[Given material — start]
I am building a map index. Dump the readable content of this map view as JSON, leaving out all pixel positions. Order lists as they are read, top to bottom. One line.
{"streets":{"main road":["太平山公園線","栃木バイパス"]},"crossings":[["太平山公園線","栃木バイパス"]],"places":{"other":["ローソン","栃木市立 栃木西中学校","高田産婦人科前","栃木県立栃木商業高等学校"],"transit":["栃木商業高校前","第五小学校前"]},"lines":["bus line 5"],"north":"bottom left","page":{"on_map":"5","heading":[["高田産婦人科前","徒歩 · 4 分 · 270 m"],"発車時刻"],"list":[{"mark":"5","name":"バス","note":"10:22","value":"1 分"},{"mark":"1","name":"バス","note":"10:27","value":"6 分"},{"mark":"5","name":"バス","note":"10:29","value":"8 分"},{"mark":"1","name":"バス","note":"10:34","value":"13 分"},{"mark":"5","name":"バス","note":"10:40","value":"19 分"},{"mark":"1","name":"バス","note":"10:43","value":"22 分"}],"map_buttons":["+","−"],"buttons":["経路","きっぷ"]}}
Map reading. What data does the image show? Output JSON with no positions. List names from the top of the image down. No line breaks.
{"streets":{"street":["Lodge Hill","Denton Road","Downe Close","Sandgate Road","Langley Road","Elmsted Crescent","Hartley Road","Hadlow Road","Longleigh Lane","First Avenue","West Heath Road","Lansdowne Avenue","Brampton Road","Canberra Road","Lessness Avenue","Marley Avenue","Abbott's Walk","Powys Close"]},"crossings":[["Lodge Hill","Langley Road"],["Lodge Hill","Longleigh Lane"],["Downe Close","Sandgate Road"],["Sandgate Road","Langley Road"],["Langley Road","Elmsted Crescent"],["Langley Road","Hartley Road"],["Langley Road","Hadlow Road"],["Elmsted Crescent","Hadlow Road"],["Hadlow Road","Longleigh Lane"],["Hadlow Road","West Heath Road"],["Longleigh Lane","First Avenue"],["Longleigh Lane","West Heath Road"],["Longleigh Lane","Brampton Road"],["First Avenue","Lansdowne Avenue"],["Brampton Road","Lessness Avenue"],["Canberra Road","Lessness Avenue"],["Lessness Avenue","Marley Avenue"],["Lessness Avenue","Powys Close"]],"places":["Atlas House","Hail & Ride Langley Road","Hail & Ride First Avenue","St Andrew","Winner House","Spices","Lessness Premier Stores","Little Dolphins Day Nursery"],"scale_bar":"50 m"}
[Given material — finish]
▶ **Task item**
Where a line of the data holds the word "JSON", copy that line.

▶ **Solution**
I am building a map index. Dump the readable content of this map view as JSON, leaving out all pixel positions. Order lists as they are read, top to bottom. One line.
Map reading. What data does the image show? Output JSON with no positions. List names from the top of the image down. No line breaks.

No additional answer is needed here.